Jesús AlonsoVarias semanas después de que el exsecretario general del PP de la Comunidad Valenciana, Ricardo Costa, rubricara las declaraciones de otros bandoleros implicados en la financiación ilegal de la formación conservadora y acusara al penúltimo presidente «popular» de la Generalitat de ser la equis del caso Gürtel en su versión doméstica, Francisco Camps permanece amarrado al machito del Consejo Jurídico Consultivo. Pese a que en todos estos días al otrora jefe del Consell le siguen creciendo los enanos, continúa, erre que erre, inasequible al desaliento, aferrado a la nómina que le pagan sus conciudadanos por unos derechos adquiridos en el pasado en función del cargo que ostentó y que, sin embargo, no guardan relación alguna con los deberes que tendría que asumir en el presente aunque solo fuera por decoro.

Entró Camps en el pleno del CJC por una puerta y evacuó por otra situada a mucha distancia: la del Juzgado número 17 de Valencia que le había citado a declarar como investigado en una causa abierta por presuntas irregularidades en la construcción del Circuito de la F1. Fue una metáfora de la esquizofrenia en la que vive un personaje que ostenta la dignidad que le concede el Estatuto de Autonomía mientras acumula citas con sus señorías togadas. A su salida del tribunal, casi coincidiendo con las reprobaciones que le llueven a cántaros desde ayuntamientos gobernados por la izquierda y con los equilibrios que su partido se ve obligado a hacer, resobando abstenciones en un inverosímil ejercicio de quiero y no puedo, el sucesor de Eduardo Zaplana aseguró, se ignora si mirando al cielo con esa actitud beatífica que ya mostró cuando se sentó en el banquillo de los acusados a propósito de las dádivas textiles, que todo se había hecho «fenomenal».

Le faltó añadir Borjamari e imitar la voz nasal y pija de su otrora compadre Ric [Costa] para completar estéticamente la escena montada sobre el erial que quedó después de una gestión como la suya, continuista en las formas y en el fondo, en la que se disparaban con pólvora de rey fastuosos castillos de fuegos artificiales desde los puentes tendidos sobre los ríos de leche y miel que corrían por la geografía autonómica y que sobrevolaban bandadas de buitres ávidos de dar buena cuenta del festín.

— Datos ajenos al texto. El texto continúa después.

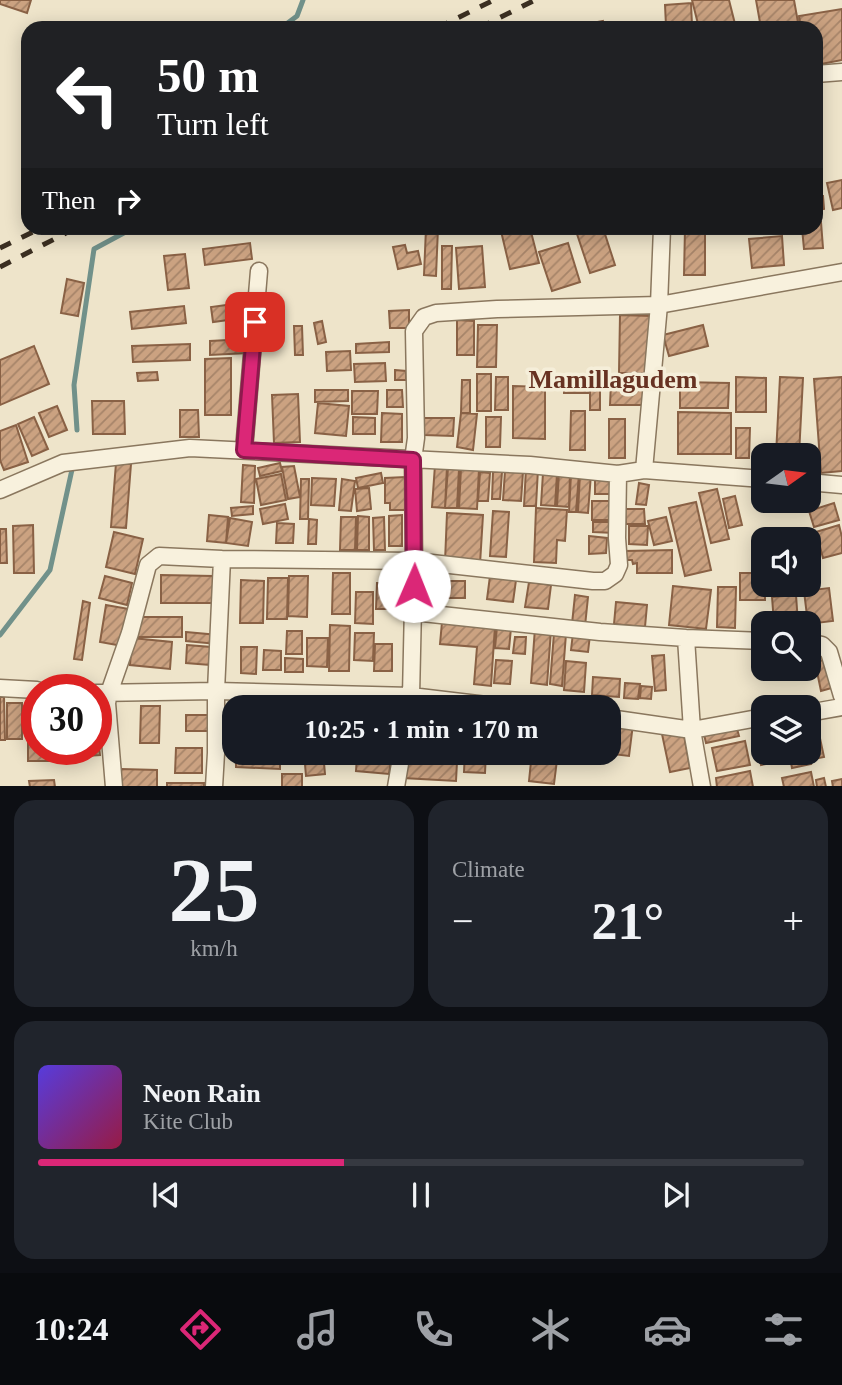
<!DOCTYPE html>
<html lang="en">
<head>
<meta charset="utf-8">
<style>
  :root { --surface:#171b24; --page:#20242c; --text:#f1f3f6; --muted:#9ea1a6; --line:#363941; --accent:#db2777 }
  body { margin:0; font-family:"Times New Roman",serif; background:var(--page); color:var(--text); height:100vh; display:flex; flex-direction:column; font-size:26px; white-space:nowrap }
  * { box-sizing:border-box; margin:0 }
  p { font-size:23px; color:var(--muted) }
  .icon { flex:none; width:38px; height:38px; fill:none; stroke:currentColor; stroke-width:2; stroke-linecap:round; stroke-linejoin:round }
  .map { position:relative; height:786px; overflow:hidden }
  .drawer { display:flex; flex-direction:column; gap:14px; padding:14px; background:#0d0f14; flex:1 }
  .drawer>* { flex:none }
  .top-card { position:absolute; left:21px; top:21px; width:802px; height:214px; border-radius:21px; box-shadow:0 4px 18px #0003; background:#202124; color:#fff; overflow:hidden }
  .needle { width:46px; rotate:76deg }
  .tools { position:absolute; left:751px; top:443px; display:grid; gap:14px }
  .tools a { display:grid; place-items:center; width:70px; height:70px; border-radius:14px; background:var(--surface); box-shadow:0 4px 18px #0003; font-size:35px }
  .speed { position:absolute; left:21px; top:674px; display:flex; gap:14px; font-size:35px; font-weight:700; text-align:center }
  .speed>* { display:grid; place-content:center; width:91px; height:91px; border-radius:50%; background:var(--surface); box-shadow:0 4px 18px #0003; line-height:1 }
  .speed .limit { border:10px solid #d22; background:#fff; color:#111 }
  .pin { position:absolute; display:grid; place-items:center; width:60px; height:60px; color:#fff; margin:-30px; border-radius:14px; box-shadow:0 4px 10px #0006 }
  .me { position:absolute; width:77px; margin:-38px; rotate:1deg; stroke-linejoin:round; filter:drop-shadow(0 0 5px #0008) }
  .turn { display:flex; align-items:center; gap:24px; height:147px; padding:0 21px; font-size:32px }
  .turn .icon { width:91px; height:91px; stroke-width:2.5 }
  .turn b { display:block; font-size:49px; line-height:60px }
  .then { display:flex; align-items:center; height:66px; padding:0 21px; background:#0003; gap:14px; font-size:26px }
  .big { font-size:52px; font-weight:700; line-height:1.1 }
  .drawer .tile { flex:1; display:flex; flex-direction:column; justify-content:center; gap:10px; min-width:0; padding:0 24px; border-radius:21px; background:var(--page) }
  .drawer .dial { align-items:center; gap:0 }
  .dial b { font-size:91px; line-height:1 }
  .song { display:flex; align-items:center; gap:21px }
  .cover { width:84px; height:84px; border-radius:10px; background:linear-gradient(135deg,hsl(250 70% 55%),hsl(340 70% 35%)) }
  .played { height:7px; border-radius:4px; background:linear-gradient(90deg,var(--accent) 40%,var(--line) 40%) }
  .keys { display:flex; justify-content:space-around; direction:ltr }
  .heat { display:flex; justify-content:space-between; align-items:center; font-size:38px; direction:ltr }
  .drawer .tiles { flex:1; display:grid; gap:14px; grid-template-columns:1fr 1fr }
  .tile:last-child { grid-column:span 2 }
  .trip { position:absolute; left:222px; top:695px; width:399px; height:70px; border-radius:21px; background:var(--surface); box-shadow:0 4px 18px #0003; font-weight:700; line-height:70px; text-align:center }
  .menu { display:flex; height:112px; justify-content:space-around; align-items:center; background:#090b0e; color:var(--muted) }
  .menu .icon { width:49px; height:49px }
  .menu .active { color:var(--accent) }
  .menu b { font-size:32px; color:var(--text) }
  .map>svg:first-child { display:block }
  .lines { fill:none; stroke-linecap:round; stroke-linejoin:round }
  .stream { stroke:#71918a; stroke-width:5 }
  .building { fill:url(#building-hatch); stroke:#896145; stroke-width:2 }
  .minor-casing { stroke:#8a775e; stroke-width:19 }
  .minor { stroke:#f8f1dd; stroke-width:16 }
  .rail { stroke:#3b2f21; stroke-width:5; stroke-dasharray:12 12; stroke-linecap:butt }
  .route-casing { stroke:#8e194d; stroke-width:18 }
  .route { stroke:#db2777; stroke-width:12 }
  .labels { text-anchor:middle; stroke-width:7; stroke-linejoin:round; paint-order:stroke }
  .district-label { font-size:26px; font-weight:bold; fill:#673222; stroke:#f5eed9 }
</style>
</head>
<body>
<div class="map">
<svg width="842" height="787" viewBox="0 0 842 787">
  <defs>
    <pattern id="building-hatch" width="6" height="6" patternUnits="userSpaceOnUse" patternTransform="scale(1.75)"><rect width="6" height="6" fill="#cba281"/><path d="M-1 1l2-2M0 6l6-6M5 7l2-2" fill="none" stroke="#a68469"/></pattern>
  </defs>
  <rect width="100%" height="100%" fill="#eee4ca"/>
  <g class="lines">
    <path class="stream" d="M281,28l16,-12 6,-16
      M77,430l-3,-45 20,-136 39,-21
      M0,635l50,-65 23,-105"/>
  </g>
  <path class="building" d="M0,0h31l-4,13 -27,-9z
    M692,0h37l7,28h-37z
    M756,0h38l5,28h-38z
    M691,3l1,22 -26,1 -1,-21z
    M842,9v51l-26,5v-37h-15l-2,-12z
    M603,21l2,7h-22l-1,-3z
    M842,180v28l-9,2 -6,-27z
    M816,196h7l1,13 -8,1z
    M821,222l2,26 -19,1 -2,-21h14v-5z
    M426,228h12l-2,48 -12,-1z
    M515,228h15l9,35 -29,6 -9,-38z
    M575,228h28l12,37 -25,8z
    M685,228h20v47h-21z
    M782,236l2,29 -32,3 -3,-29z
    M250,243l2,16 -47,6 -2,-16z
    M568,243l12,39 -28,9 -13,-39z
    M405,245l2,8 11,-2 3,13 -23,5 -5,-22z
    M442,246h10l-1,43h-9z
    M482,246l3,41 -26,2 -3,-41z
    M185,254l4,34 -21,2 -4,-34z
    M67,279l17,4 -6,33 -17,-3z
    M249,302l2,21 -15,2 -1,-6 -22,3 -2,-15z
    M184,306l2,17 -54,6 -2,-17z
    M409,310v18h-19l-1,-17z
    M620,315l31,1v57h-32z
    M457,320l17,1v34h-17z
    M322,321l4,21 -8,2 -4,-21z
    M478,325h19l-1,42h-19z
    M703,325l5,21 -39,10 -6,-21z
    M294,326h8l1,29h-8z
    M247,339l1,14 -38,2v-14z
    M389,342v10l-33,1v-9z
    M190,344v16l-57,2 -1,-16z
    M34,346l15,38 -49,21v-45z
    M350,351l1,19 -24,1 -1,-19z
    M231,358v57h-26v-56z
    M385,363l1,18 -31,1 -1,-18z
    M395,370l11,1v9h-11z
    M157,372l1,8 -20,1 -1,-8z
    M477,374h14v37h-14z
    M564,376l25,1 -1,16h-24z
    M496,377h12v33h-13z
    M736,377l30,1v34h-30z
    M780,377l23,1 -4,77h-23z
    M842,377v94l-21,2 -7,-94z
    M462,380h8v33h-9z
    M611,382l32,1v22h-33z
    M680,382l49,1 -1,25h-48z
    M513,386l32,1v52l-32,-1z
    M590,389h10v21h-10z
    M315,390h33v11l-33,1z
    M387,390h15l1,17h-16z
    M352,391h26l-1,23h-25z
    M298,394l2,48 -26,1 -2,-48z
    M92,401h32l1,33h-32z
    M318,403l31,3 -3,30 -31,-3z
    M57,406l10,24 -18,7 -10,-24z
    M180,410h18l1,27h-19z
    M571,411h14v39h-15z
    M678,412l53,1v41h-53z
    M382,413l20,1v28h-21z
    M461,413l16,1 -4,36 -16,-3z
    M34,417l14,32 -16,7 -14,-32z
    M353,417l22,1v16h-22z
    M486,417h15l-1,30h-14z
    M424,418h30l-1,18 -29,-1z
    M609,419h16v39h-16z
    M16,425l12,37 -24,8 -4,-10v-29z
    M736,428h14l-1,30h-13z
    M116,463l15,1 -5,64 -15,-1z
    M280,463l2,8 -22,5 -2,-8z
    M243,465l12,1 -1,37 -13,-1z
    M435,465l12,1 -2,42 -13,-1z
    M294,466l6,31 -12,2 -6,-32z
    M448,468l11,1 -2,39h-12z
    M461,468l18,1 -2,40 -18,-1z
    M526,468l12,1 -2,37h-12z
    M505,471l18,1 -2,29 -18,-1z
    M480,472l10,1 -2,28h-10z
    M493,472h9l-2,27h-8z
    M559,472l11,1 -1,34 -12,-1z
    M381,473l2,10 -25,5 -2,-10z
    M543,473l14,1 -2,32 -14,-1z
    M580,473l11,1 -3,39 -10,-1z
    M281,474l5,26 -25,5 -5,-26z
    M571,474h8l-3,38h-7z
    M405,477v33h-15v-7h-5v-25z
    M312,478l24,1 -2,27 -23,-1z
    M301,479h8l-1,40h-8z
    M342,479l13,2 -4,30 -12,-1z
    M595,479h19l1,15h-20z
    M639,483l10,2 -3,20 -10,-1z
    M369,488l2,21 -14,2 -2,-22z
    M717,489l12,50 -18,4 -12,-50z
    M735,496l7,29 -13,3 -6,-29z
    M592,501h21v19h-21z
    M696,502l15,68 -26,6 -16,-68z
    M834,503l5,17 -25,7 -5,-16z
    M285,504l3,15 -25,5 -3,-15z
    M253,506v8l-21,2 -1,-8z
    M536,508l31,2 -2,31 -8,-1 -1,23 -22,-1z
    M625,509h19l1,15h-19z
    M493,511l16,1 -3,45 -16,-1z
    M447,513l36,2 -3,49 -35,-2z
    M209,515l19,2 -2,26 -19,-2z
    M402,515v31h-13v-30z
    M358,516l11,1v33h-12z
    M341,517h15l-1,33h-15z
    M384,517l1,33h-11l-1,-32z
    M666,517l6,24 -18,4 -6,-24z
    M230,518l22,4 -4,24 -22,-3z
    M309,519l8,1 -1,24h-8z
    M593,522h22v11l-22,-1z
    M277,523l17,1 -1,19h-17z
    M33,525l1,48h-20l-1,-47z
    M839,525l3,12v16l-19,5 -7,-26z
    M629,526h19l-1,19 -18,-1z
    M0,529h6l1,34h-7z
    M114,532l29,7 -8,35 -29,-7z
    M589,536l18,2 -1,15 -17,1z
    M672,550v23h-35v-10l-4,1 -1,-4h-7v-9z
    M333,573h17v41h-18z
    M740,573h23v11h2v16h-25z
    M161,575l52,1v27h-52z
    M105,576l27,7 -5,22 -28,-7z
    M289,576h19l-1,41 -19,-1z
    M490,576l26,4 -3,22 -26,-3z
    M268,578h20l-1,41h-20z
    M241,580l23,1 -1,42h-23z
    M436,581h29v17h-29z
    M529,582l22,3 -3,24 -23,-2z
    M377,583l18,1 -1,25h-18z
    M673,586l38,4 -5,39 -37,-4z
    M718,587h18l-1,41 -18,-1z
    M829,588l4,33 -25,3 -4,-33z
    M356,592h17v32l-18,-1z
    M575,595l13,2 -3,29 -13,-2z
    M796,595l2,28h-24l-2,-26z
    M83,601l7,2 -8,57 -8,-1z
    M616,602l31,3 -2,22 -31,-3z
    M106,605l23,4 -6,37 -23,-4z
    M138,617h44v20h-44z
    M442,622l53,4 -4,60 -17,-2 3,-37 -37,-3z
    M330,625l20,1 -1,45h-20z
    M497,627l14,1 -2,21 -14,-1z
    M535,628l16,2 -4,55 -16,-2z
    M287,631h15v23h-16z
    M186,632l32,3 -1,9 -31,-3z
    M355,633h19l-1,28 -19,-1z
    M554,633l12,1 -4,52 -12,-2z
    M573,633l17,2 -2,17 -17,-2z
    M515,637h11l-1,17 -12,-1z
    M132,638l40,4 -2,27 -40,-4z
    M307,638h21l-1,29 -20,-1z
    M375,644h17v27h-18z
    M187,645l24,2 -1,18 -24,-2z
    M241,647h16l-1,27 -15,-1z
    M264,650l17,1v19h-18z
    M664,655l2,35 -11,1 -3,-35z
    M285,658l18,1v13h-18z
    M828,659l7,28 -14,4 -6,-29z
    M496,660l16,1 -2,23 -16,-1z
    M566,661l20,2 -2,29 -20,-2z
    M593,677l27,2 -1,18 -27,-2z
    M625,683l15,1 -2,15 -14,-1z
    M641,686l11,1 -1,12 -11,-1z
    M0,697h4l1,43h-5z
    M239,700h25v7h-26z
    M7,703h15v36h-15z
    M266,704h18v3h-18z
    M141,706h19l-1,37h-19z
    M96,711l3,26h-3z
    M28,715h9v34h19v12h-28z
    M186,715h24v16h-24z
    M815,715l9,42 -11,2 -5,-22v-20z
    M609,720l24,4 -4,32 -25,-3 5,-1z
    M763,721v25l-8,2 -4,-26z
    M736,725l3,11 -33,7 -3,-13z
    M683,730l7,38 -20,4 -8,-38z
    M96,738h2l2,17 -29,2v-8h25z
    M745,741l5,24 -33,6 -5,-23z
    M176,748h26v25h-27z
    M763,748v4h18l1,9 -21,4 -3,-16z
    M236,752h44v17l-44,-2z
    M323,752l2,22 -19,2 -2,-23z
    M407,752h50v4l-50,-1z
    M465,752h21l-1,21 -21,-1z
    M532,752h26l-4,32 -25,-3z
    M789,752h19l3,12 -19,4z
    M357,756l34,4 -2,14 -33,-3z
    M404,759l53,3 -1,19 -53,-3z
    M121,769l36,1v17h-36z
    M750,771l3,16h-36l-1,-9z
    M811,772l3,15h-30l-2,-9z
    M282,774h20v13h-20z
    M824,778l2,9h-9l-1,-7z
    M842,779v8h-9l-1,-6z
    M54,780l1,7h-25l-1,-6z
    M167,783h37v4h-37z"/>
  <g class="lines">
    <g class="minor-casing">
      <path id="minor" d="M816,74l26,-2
        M244,450l15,-179
        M644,470l15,-165 3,-77
        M808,482l34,3
        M0,490l63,-27 127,-15 340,17 88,9 26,-4 119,9
        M413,612l187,20 86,6 77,3
        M686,638l6,92 10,57
        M808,642l14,3 7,7 13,44
        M0,688l37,2
        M96,693l120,-2 195,5 92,11
        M409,707l2,-11 3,-135 -1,-101 3,-22 -2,-107 10,-14 12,-4 61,-4 162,-4 183,-33
        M808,713l34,-6
        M609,718l83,12 71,-13
        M114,787l-7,-84 2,-10 21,-60 18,-68 11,-9 63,3 192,2 179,20h12l10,-7 4,-9 -2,-27 1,-64
        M214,787l2,-34v-62l6,-132
        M396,787l6,-35"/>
    </g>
    <use href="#minor" class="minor"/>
    <path class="rail" d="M437,28l57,-28
      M479,28l56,-28
      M0,248l41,-20
      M0,267l76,-39"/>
  </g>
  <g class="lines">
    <g class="route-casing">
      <path id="route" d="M255,322l-11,128 169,10 1,126"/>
    </g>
    <use href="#route" class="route"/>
  </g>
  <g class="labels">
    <g class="district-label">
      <text x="613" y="388">Mamillagudem</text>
    </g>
  </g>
</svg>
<div class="tools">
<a><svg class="needle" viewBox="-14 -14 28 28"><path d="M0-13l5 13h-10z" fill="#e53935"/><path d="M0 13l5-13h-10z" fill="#9ea1a6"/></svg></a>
<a><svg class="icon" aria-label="sound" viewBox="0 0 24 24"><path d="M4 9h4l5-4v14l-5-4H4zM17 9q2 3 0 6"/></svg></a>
<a><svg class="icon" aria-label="search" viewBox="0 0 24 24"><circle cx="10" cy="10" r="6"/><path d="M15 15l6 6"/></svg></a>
<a><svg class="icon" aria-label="layers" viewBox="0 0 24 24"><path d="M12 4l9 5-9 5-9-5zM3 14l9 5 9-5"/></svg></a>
</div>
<div class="speed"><div class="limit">30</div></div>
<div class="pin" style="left:255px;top:322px;background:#d93025"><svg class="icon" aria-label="arrive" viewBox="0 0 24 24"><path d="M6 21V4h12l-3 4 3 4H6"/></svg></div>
<svg class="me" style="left:414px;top:586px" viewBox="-20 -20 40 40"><circle r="19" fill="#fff"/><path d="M0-13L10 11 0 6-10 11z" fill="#db2777"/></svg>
<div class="trip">10:25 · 1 min · 170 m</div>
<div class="top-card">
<div class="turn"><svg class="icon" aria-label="left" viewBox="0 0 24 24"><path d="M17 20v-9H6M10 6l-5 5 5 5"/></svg><div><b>50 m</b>Turn left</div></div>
<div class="then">Then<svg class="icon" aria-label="right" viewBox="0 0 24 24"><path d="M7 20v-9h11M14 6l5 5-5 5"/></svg></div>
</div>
</div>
<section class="drawer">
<div class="tiles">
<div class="tile dial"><b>25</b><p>km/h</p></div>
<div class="tile"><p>Climate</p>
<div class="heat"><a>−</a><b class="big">21°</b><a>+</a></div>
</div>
<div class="tile">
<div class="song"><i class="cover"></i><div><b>Neon Rain</b><p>Kite Club</p></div></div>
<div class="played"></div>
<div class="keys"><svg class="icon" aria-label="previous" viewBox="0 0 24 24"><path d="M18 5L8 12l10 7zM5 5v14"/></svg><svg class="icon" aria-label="pause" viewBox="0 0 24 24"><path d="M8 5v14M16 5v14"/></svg><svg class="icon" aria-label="next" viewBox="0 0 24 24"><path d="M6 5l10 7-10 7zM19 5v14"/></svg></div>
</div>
</div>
</section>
<nav class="menu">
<b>10:24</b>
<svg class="icon active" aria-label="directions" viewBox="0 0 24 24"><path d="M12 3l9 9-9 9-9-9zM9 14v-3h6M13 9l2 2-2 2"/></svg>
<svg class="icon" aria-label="music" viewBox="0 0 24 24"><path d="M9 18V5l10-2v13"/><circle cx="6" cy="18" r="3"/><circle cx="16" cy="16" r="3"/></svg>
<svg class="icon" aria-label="phone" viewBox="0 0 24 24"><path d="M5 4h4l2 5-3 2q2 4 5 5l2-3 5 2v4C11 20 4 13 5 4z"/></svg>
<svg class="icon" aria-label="climate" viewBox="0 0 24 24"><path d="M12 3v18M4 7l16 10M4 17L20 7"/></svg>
<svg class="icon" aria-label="car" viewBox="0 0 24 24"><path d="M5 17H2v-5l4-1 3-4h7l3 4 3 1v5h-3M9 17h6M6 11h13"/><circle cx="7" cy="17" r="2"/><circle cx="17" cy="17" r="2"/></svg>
<svg class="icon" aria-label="filters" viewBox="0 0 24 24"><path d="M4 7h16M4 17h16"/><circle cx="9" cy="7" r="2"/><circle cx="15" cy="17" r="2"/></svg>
</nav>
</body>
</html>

Fenomenal, como la visita del Papa Benedicto XVI o la construcción de colegios a cargo del pozo sin fondo Ciegsa. Fenomenal como el parque temático Terra Mítica o la Ciudad de la Luz. Fenomenal, como Carlos Fabra y Rafa Blasco, como «El Bigotes» y el Correa, como Enrique Ortiz y sus desinteresados proveedores de contratas públicas. Etcétera.

Fenomenal como la risotada no exenta de indignación que provoca su insolente concepto de lo que es, o debe ser, fenomenal. Y fenomenal ha de ser, también, la contención en la carcajada de los jueces que se sientan frente a los encausados por delitos de corrupción. Por eso cuando el exvicesecretario de Organización del PP aborigen, David Serra, utilizó «madalenas» y «bizcochos» como sinónimos de la pasta que circulaba entre el partido y los responsables de la Gürtel, el magistrado de la Audiencia Nacional, José María Vázquez, no tuvo más remedio que recurrir a la ironía y la retranca tras escuchar impertérrito durante horas el cúmulo de ridiculeces y despropósitos que propaló el declarante.

Una medalla específica, por los servicios prestados y las risas aguantadas o así, habría que ponerles a no pocos jueces y al personal de la Administración de Justicia. Y que llevaran un pañuelo tamaño sábana bajo la puñeta de la bocamanga para enjugar las lágrimas causadas por la hilaridad cuando no pudieran evitarlas dada la profesionalidad de los interrogados. El mocador que oculta bajo su propia puñeta el doctor en Derecho Francisco Camps está pringado de desvergüenza.